Dave Cooke and I have some things in common.
- We're both from Detroit, Michigan.
- We both have a son who has battled addiction.
- We're both recovery advocates trying to make a difference.
- And we both like to ride our bicycles.
But whereas I enjoy hopping on my Cannondale hybrid bike and riding to the grocery store, or going for a leisurely ride of five, six, or maybe a dozen miles tops, Dave likes to ride his road bike long distances. And this summer he's embarking on the longest ride of his life: a 3,600-mile ride across the United States.
Dave is the founder and board chair of 100Pedals, a nonprofit organization that is dedicated to bringing awareness, advocacy, and inspiration to the issue of addiction in our society. Through speaking programs, collaborative community activities, and a commitment to sharing the truth about addiction, 100Pedals empowers individuals and families who have been impacted by the disease. The result is a unified movement working to provoke change and break the stigma associated with addiction.
Like most parents of children struggling with addiction, Dave was devastated when he found out about his son's heroin dependency. And like many parents--myself included--he set out to rescue his son from addiction and to fix things. Unfortunately, over the next fifteen months Dave discovered that addiction isn't something parents can make go away, no matter how hard they try. It's a family disease that affects everyone; and it was affecting Dave. In fact, it was destroying him.
That's when Dave made a decision that completely changed his life. He challenged himself to do something that would help him regain control and clarity in his life. That challenge? To ride his bike for at least 1 hour for 100 consecutive days. On January 1, 2011, Dave went on his first 60-minute bike ride. On April 10, 2011, he completed his 100th consecutive ride. All told, Dave spent 141 hours on his bike and rode 2,360 miles over the course of those 100 days. Mission accomplished, and 100Pedals was born.
Dave's accomplishment of pedaling 2,360 miles in 100 days was impressive, for sure. But those numbers are nothing compared to the numbers associated with his latest endeavor, "Cycling for Recovery 2016". On Saturday, July 30th, Dave will climb on his bike in Santa Monica, California, and set out for the Big Apple. His path will follow Route 66 to Chicago, go through Michigan to Detroit, to Pittsburgh, up the New Jersey coast, and end in New York City. The plan is to cover the 3,600 miles in 64 days, and to stop in various cities along the way to share messages of love, hope, and encouragement with people who are living with a loved one’s addiction.
"Our children, our families, and our communities can no longer be victimized by the continued, tragic growth of drug-related addiction in our society," Dave says. "This bike ride is a manifestation of my commitment to educate those who need to better understand this problem. God called me to take action and make a commitment to share his message through my story and my family’s experiences with addiction. At his urging, I accepted the challenge."
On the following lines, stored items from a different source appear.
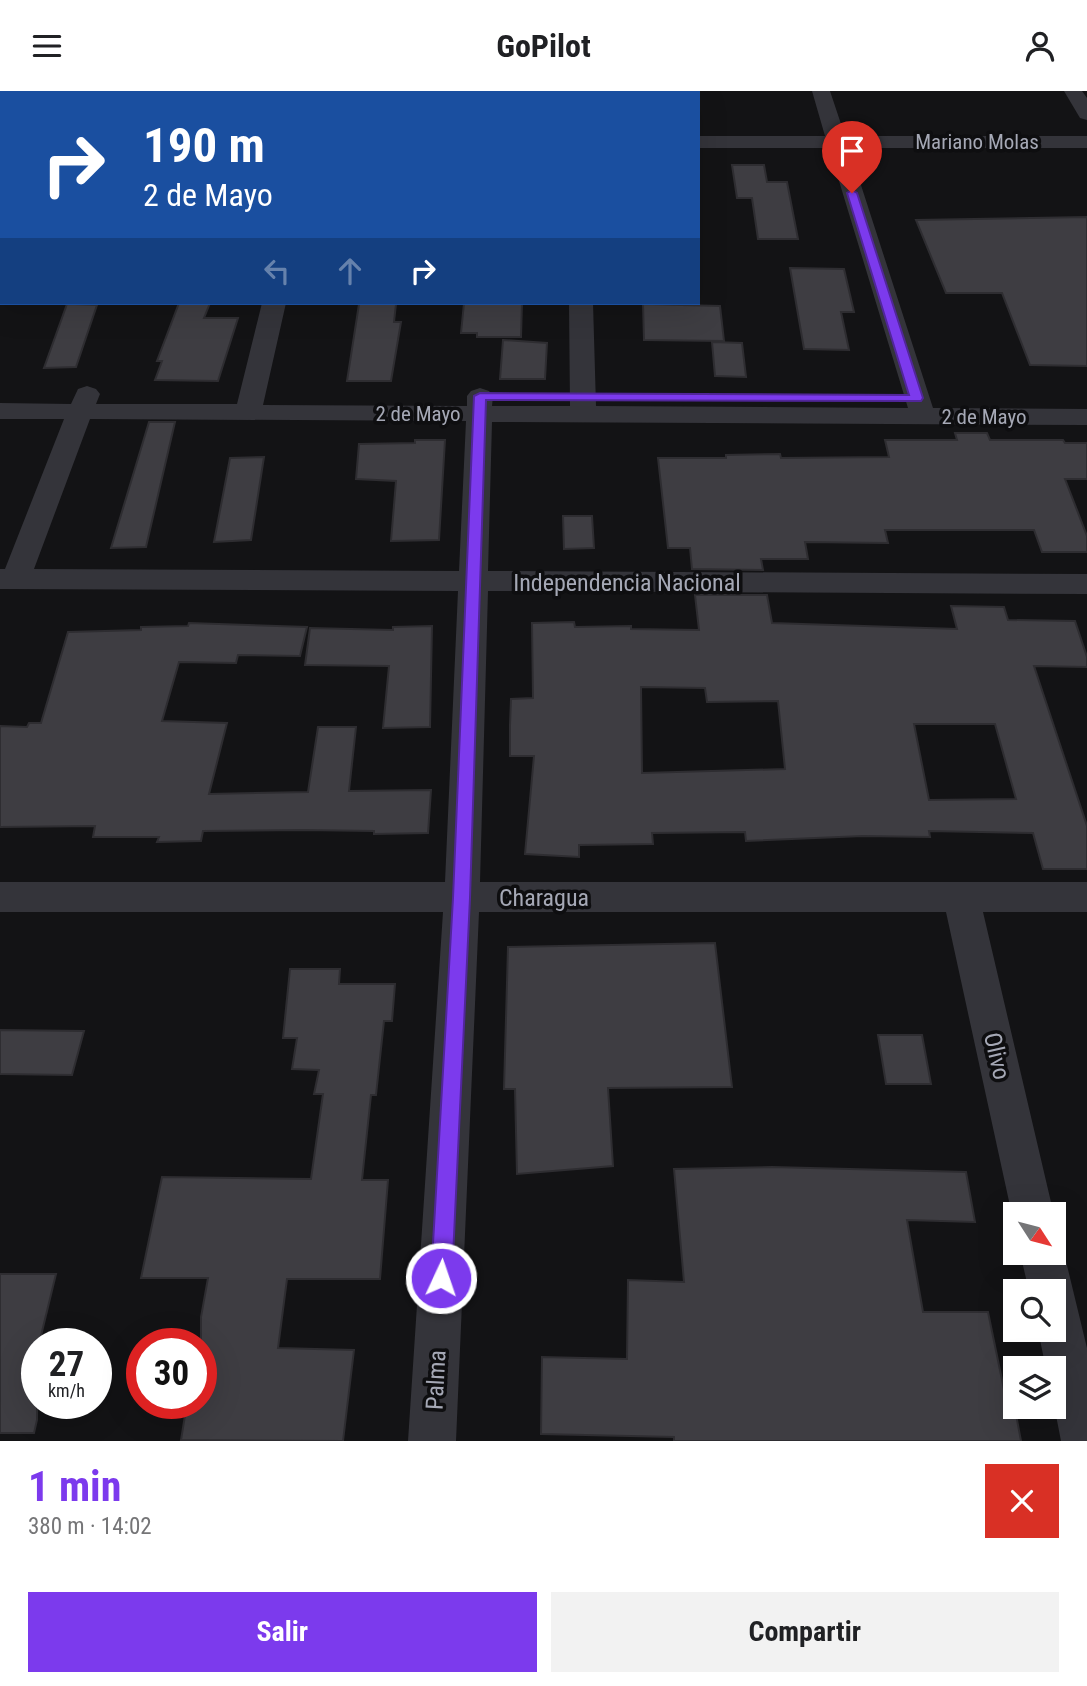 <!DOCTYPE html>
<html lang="es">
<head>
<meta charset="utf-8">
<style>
  :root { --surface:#fff; --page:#f2f2f2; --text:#202124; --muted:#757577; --accent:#7c3aed }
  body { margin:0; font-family:"Roboto Condensed",sans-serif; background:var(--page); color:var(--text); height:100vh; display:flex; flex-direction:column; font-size:26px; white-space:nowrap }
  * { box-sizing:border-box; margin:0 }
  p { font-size:23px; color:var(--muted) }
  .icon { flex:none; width:38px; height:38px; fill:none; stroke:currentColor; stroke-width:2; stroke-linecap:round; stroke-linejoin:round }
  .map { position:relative; height:1350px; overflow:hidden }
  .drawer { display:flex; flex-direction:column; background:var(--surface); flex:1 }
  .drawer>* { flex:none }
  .hud { position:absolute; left:0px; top:0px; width:700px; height:214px; box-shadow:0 7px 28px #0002; background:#1a4fa0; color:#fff; overflow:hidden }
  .needle { width:46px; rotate:126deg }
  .buttons { position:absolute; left:1003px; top:1111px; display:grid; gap:14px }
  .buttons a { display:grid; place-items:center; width:63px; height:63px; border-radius:0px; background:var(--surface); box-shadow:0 7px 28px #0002; font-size:35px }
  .speed { position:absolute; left:21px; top:1237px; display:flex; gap:14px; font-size:35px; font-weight:700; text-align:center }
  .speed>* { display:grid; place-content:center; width:91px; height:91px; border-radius:50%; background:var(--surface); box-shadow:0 7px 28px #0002; line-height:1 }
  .speed small { font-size:18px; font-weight:400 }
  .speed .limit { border:10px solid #d22; background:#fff; color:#111 }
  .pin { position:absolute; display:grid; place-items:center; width:60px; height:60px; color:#fff; margin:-72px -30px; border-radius:50% 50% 50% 0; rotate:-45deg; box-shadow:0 0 7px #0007 }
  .pin .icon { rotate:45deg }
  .me { position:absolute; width:77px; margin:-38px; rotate:3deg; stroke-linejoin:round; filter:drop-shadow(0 0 5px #0008) }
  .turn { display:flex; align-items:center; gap:24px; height:147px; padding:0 28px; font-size:32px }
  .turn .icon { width:91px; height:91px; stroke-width:2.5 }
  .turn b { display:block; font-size:49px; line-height:60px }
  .lanes { display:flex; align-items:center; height:66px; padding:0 28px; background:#0003; justify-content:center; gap:35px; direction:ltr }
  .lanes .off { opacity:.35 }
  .round { display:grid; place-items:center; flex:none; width:74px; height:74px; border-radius:0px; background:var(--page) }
  .head { display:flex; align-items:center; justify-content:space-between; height:119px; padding:0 28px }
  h1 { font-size:42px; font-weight:700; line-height:52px; color:var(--accent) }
  .cta { display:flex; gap:14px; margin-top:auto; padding:14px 28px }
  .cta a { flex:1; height:80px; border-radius:0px; background:var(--accent); color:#fff; font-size:28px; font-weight:700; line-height:80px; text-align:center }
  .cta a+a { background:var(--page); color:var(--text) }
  header { display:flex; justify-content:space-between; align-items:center; height:91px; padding:0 28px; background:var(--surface); font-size:32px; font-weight:700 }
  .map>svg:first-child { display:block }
  .building { fill:#3e3d42; stroke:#2e2d31; stroke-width:2; fill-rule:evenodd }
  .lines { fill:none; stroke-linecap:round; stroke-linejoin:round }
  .minor { fill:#34343a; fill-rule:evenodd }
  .route { fill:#7c3aed; stroke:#51269a; stroke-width:2 }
  .labels { text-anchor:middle; stroke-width:7; stroke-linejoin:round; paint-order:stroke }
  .far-street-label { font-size:21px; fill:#a5a8b5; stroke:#0e0e10 }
  .street-label { font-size:24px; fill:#a5a8b5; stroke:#0e0e10 }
</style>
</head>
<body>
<header><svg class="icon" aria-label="menu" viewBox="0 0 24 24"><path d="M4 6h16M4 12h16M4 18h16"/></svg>GoPilot<svg class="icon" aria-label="person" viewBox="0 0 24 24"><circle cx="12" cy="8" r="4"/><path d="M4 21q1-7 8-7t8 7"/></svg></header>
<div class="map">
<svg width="1087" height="1350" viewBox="0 0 1087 1350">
  <rect width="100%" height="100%" fill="#131315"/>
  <g class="building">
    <polygon points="732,74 764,74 767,91 787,91 798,148 758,148 752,107 737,107"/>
    <polygon points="1087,126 1087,275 1030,274 1002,202 946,202 916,129"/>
    <polygon points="790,177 844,178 854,221 841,221 849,259 804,258"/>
    <polygon points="179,212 210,212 204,227 238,227 218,290 155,289 162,270 157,270"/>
    <polygon points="464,212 522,212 521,246 477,246 477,242 461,242"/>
    <polygon points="67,213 97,214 76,276 44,277"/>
    <polygon points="359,213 396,213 394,231 401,231 391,290 347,290"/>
    <polygon points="643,213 720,215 724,250 644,249"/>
    <polygon points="503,249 547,252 545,288 500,288"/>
    <polygon points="712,251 742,252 746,286 715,285"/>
    <polygon points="149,331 175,331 146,456 111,457"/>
    <polygon points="955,342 987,342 990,349 1063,349 1065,352 1087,352 1087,388 1065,388 1087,445 1087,461 1042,461 1034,439 885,439 888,452 805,451 808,468 761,468 763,479 692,478 690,457 668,457 658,367 726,367 726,364 780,363 781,367 889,366 885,349 957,349"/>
    <polygon points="415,349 445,349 439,449 391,450 396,390 356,388 359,353 415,352"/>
    <polygon points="264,366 251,449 214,451 230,367"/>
    <polygon points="563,425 592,425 594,457 564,458"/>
    <path d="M 695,504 L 767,504 L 772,532 L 957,538 L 951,515 L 1004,516 L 1008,529 L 1075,530 L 1087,566 L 1087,576 L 1034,575 L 1087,735 L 1087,778 L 1043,778 L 1033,742 L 929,740 L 930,746 L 863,745 L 746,750 L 745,741 L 652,742 L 653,753 L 579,754 L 579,766 L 525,763 L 534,665 L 510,665 L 510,634 L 511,608 L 533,607 L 532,532 L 574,531 L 575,536 L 631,535 L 631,538 L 699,539 ZM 641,596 L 705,597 L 707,611 L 778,610 L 785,678 L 642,682 ZM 914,633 L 995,633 L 1016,708 L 929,709 Z"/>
    <polygon points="189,532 307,536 300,565 238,564 236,572 179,571 162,630 227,632 209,703 308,701 318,636 356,636 349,700 431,699 428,742 374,743 374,740 303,739 203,740 201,750 157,751 159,746 93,746 95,735 0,736 0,635 27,636 29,632 41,632 68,541 141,539 141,536 188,535"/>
    <polygon points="432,535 430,636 383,637 389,575 305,574 310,537 393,539 393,536"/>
    <polygon points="715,852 732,996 608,997 613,1075 517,1083 515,998 504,998 508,856"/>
    <polygon points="290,878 340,878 339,893 395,893 392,930 384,930 376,1004 371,1004 362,1089 388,1089 380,1188 287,1188 278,1257 354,1259 343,1350 181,1349 187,1312 201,1312 201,1226 208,1187 141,1187 162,1086 311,1088 323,1003 314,1003 319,979 292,978 297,947 283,947"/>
    <polygon points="0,939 84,940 72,984 0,983"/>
    <polygon points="878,944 922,944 931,993 886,993"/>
    <polygon points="772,1076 966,1081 975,1131 907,1129 923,1221 988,1221 1008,1318 1015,1318 1021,1350 674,1350 674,1346 541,1343 542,1266 627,1268 628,1189 684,1191 674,1078"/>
    <polygon points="0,1183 56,1183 39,1253 37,1253 37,1329 34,1342 0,1342"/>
  </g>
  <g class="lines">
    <g class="minor">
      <path d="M 812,0 L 830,0 L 845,45 L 1087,45 L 1087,57 L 849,57 L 933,317 L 1087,318 L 1087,334 L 492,331 L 488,480 L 1087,483 L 1087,503 L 488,500 L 480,791 L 1087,791 L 1087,821 L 983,821 L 1054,1124 L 1054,1126 L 1054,1124 L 1015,1124 L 1015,1132 L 1012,1124 L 946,821 L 479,821 L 456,1350 L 408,1350 L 443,821 L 0,821 L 0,791 L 445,791 L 458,500 L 0,498 L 0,478 L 5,478 L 64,328 L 0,328 L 0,312 L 71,313 L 78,298 L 87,295 L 96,298 L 100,303 L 96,313 L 237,313 L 262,212 L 286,212 L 263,314 L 467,315 L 467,305 L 471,300 L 480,297 L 489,300 L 493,305 L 492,315 L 570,315 L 569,212 L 593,212 L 596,315 L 908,317 L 829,57 L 698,57 L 698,45 L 825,45 ZM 90,328 L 466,330 L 459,480 L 34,478 Z"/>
      <polygon points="1064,0 1082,0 1087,7 1087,29 1080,27"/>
      <rect x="0" y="45" width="2" height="12"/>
      <rect x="0" y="150" width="2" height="14"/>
      <polygon points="1054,1145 1057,1147 1064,1162 1087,1257 1087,1350 1061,1350 1054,1314 1054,1278 1046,1278 1038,1239 1054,1239 1054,1200 1029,1200 1020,1162 1054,1162"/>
    </g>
  </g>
  <polygon class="route" points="852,99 857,102 923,307 921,310 486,309 470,807 452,1187 449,1195 441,1198 434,1195 431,1187 453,807 474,305 480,302 909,304 847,102"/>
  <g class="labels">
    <g class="far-street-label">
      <text x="977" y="58">Mariano Molas</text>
      <text x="418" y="330">2 de Mayo</text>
      <text x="984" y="333">2 de Mayo</text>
    </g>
    <g class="street-label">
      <text x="627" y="500">Independencia Nacional</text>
      <text x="544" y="815">Charagua</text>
      <text transform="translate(997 965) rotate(77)" y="8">Olivo</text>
      <text transform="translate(436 1289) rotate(-87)" y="8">Palma</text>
    </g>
  </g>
</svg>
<div class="buttons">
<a><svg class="needle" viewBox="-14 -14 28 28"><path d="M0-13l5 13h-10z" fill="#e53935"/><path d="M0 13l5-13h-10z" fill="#757577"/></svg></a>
<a><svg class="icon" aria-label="search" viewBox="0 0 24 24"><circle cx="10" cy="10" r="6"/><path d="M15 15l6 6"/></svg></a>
<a><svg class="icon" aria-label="layers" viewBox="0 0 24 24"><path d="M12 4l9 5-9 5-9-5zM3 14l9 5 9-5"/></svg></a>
</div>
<div class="speed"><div>27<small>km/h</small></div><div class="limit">30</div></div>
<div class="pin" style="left:852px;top:102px;background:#d93025"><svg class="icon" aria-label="arrive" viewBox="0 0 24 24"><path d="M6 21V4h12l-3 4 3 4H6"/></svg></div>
<svg class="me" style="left:441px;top:1187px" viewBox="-20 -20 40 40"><circle r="17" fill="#7c3aed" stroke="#fff" stroke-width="3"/><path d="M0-11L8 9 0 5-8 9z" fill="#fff"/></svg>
<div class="hud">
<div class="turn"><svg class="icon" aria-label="right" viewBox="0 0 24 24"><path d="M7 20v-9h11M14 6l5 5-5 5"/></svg><div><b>190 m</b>2 de Mayo</div></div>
<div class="lanes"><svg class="icon off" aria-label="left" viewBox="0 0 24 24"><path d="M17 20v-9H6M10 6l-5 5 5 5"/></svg><svg class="icon off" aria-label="ahead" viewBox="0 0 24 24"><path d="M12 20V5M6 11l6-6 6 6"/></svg><svg class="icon" aria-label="right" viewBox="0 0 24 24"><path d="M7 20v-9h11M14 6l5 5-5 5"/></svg></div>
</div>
</div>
<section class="drawer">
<div class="head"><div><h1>1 min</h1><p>380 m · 14:02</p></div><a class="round" style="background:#d93025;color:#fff"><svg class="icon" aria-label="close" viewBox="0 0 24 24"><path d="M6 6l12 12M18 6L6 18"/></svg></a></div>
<div class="cta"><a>Salir</a><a>Compartir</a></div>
</section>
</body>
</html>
"It is my plan to have one-on-one conversations with those who are struggling with the addiction of a loved one or those individuals who are battling an addiction," Dave adds. "I see these interactions as a wonderful opportunity to hear their stories while offering them a message of God's love. I will also be giving presentations and talks in churches and neighborhood organizations."
This may be Dave’s "big, bold, crazy adventure" (as he described it to me in a Facebook message), but he won't be doing it all by himself. There are donors who have contributed to the Cycling for Recovery GoFundMe campaign (after all, a trip like this doesn't pay for itself); a support vehicle has been donated; and volunteers have stepped forward to drive that vehicle for each of the nine one-week legs of the tour. (Note: I'm proud to say that I’ll be behind the wheel of the support van for the Detroit to Pittsburgh stretch.)
Dave says that he's as physically and mentally prepared as he'll ever be for his biking adventure, which he calls a bucket list item. "I have always envisioned taking a cross country bike ride," he recently wrote. "When I realized I was focusing on this individual adventure and accomplishment in a self-glorifying manner, I declared I would not do this unless there was a higher purpose behind it. That’s when I heard God say to me, 'It's a ministry, not a bike trip.'"
Dave Cooke is a man on another mission, and this time he has an important message to spread. If you're out driving on the highway sometime between July 30th and October 2nd, and you see a determined guy riding a bike from west to east while being followed by a support van, make sure you honk and give him a thumbs-up. Or, better yet: Sign up to ride your bike alongside Dave during a segment of his journey.
Yes, addiction is a beast. But we're incredibly lucky to have warriors like Dave Cooke fighting the battle against it.